Can anyone name a country where the mass public is not at odds with its own government? Start with the West and N America continent, and the UK, Australia, New Zealand. Let’s stick to the question of Israel and the Palestinians, for now. And would the answer be different if the media gave a balanced story to the public?

This morning during the Diane Rehm’s International hour Diane took a sheepish shot at whether it was a coup. Something like “wasn’t the removal of Morsi based on what the Egyptian population wanted” James Kitfield set her straight “it was a coup”

Too bad the US military did not remove Bush and Cheney after the US supreme court selected Bush and hundreds of thousands of us hit the streets. The media barely whispered about us.

Some people wouldn’t know what a revolution is even if it smacked them in the mouth.

To a person with limited intellect, you either can eat the cake or you can have it, but not both. It is not in an American interest to alienate half of Egyptian public given that in a year or two it can turn into a majority. Especially if the current government will follow its instincts to crush the opposition, only to alienate later many groups that support it now. After all, at their core they are not technocrats but kleptocrats.

Right now two putative puppets are hating each other and any sign of support to one side will secure enmity of the other. Even worse, if Muslim Brotherhood is eliminated from the political scene, the votes of the more religiously conservative voters may be monopolized by Salafists, which may be leasing to Saudis and Emiratis but not exactly to USA. But an outright bet on the “legitimacy” of Morsi’s presidency would be futile.
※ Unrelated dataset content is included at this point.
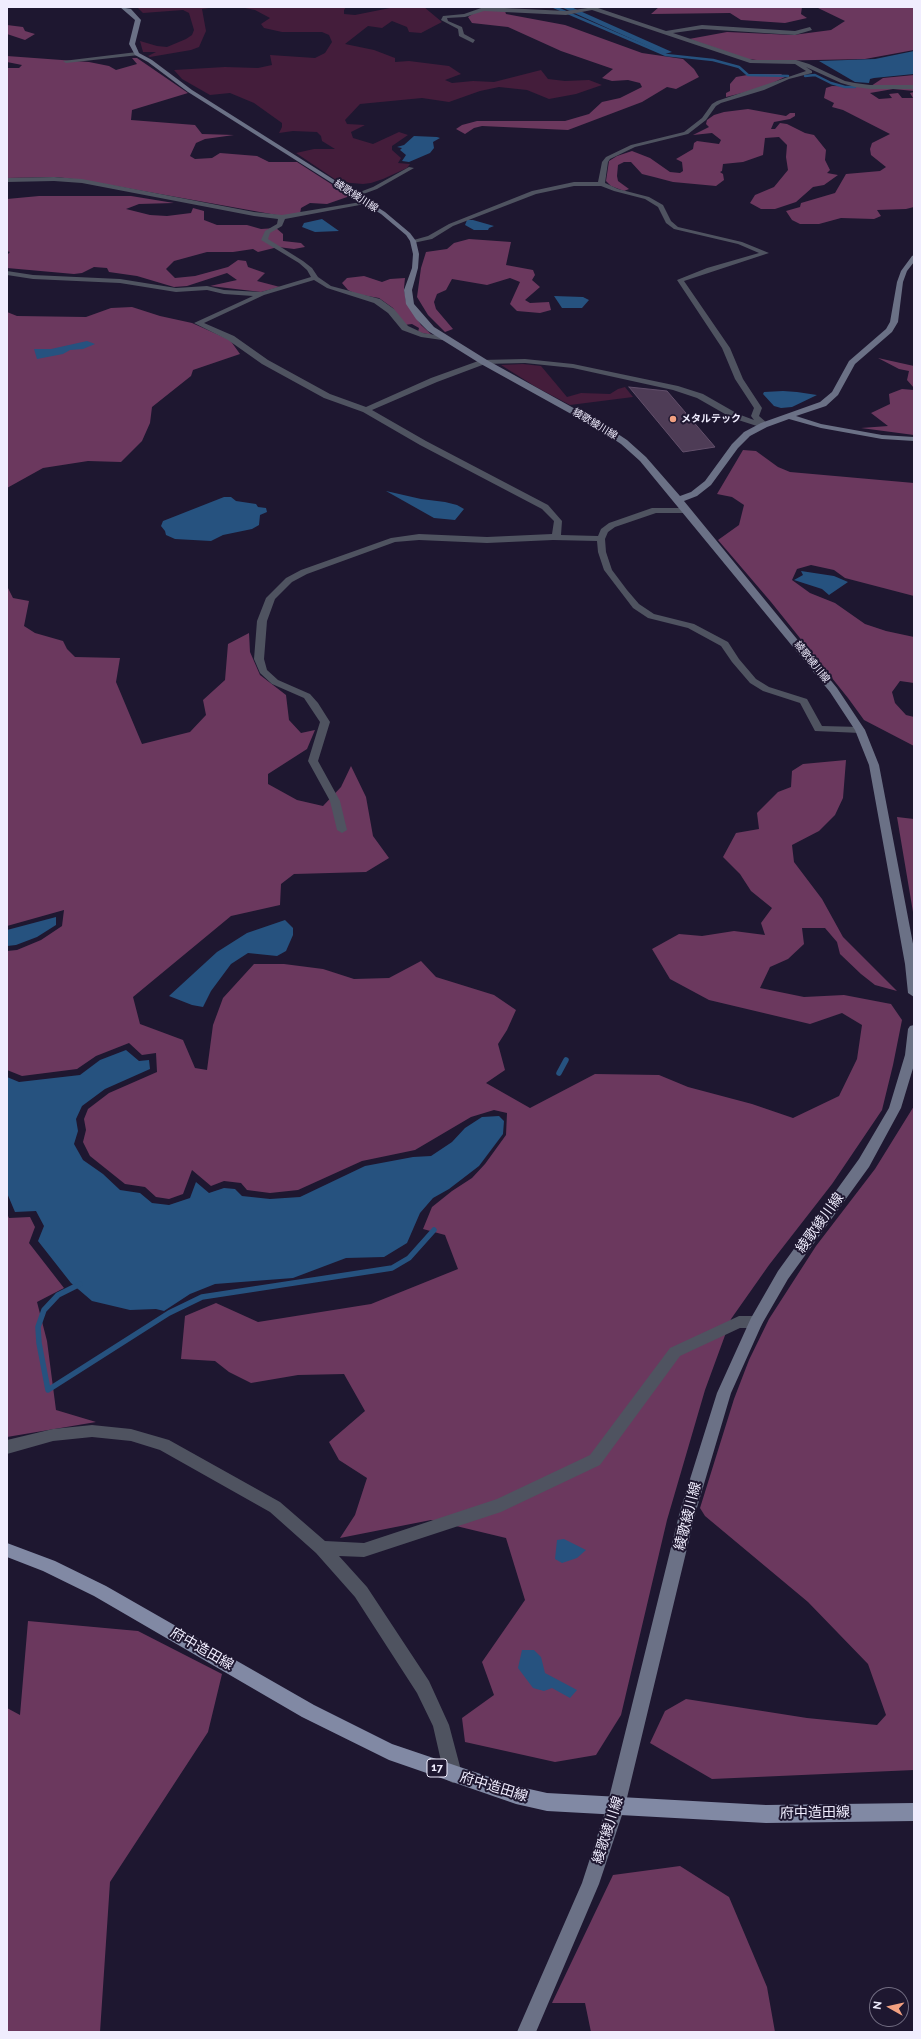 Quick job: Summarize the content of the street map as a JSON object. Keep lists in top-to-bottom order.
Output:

So it is high time to deploy Banach-Tarski paradox: cut the cake into infinitely many pieces and re-assemble them into two cakes. Repeat. Give a cake to each of the warring puppets and keep one for the future use. It may take literally forever to cut a cake into infinitely many pieces, but this is no a bug but a feature!

“The law does not require us to make a formal determination as to whether a coup took place, and it is not in our national interest to make such a determination.”

“We will not say it was a coup, we will not say it was not a coup, we will just not say.”

The Congress has the last say on the question, not the Administration and it will have to certify that the new government has been duly elected. Let’s try reading that law together again. It requires the Treasury and Committees on Appropriations to automatically cutoff funding whenever a duly elected government is removed as a result of a military decree and stipulates that the only way to turn the spigot back on is by way of a Presidential certification:

111 STAT. 2386 Public Law 105–118—Nov. 26, 1997, The “Foreign Operations, Export Financing, And Related Programs Appropriations Act, 1998″
MILITARY COUPS
SEC. 508. None of the funds appropriated or otherwise made available pursuant to this Act shall be obligated or expended to finance directly any assistance to any country whose duly elected head of government is deposed by military coup or decree: Provided, That assistance may be resumed to such country if the President determines and reports to the Committees on Appropriations that subsequent to the termination of assistance a democratically elected government has taken office.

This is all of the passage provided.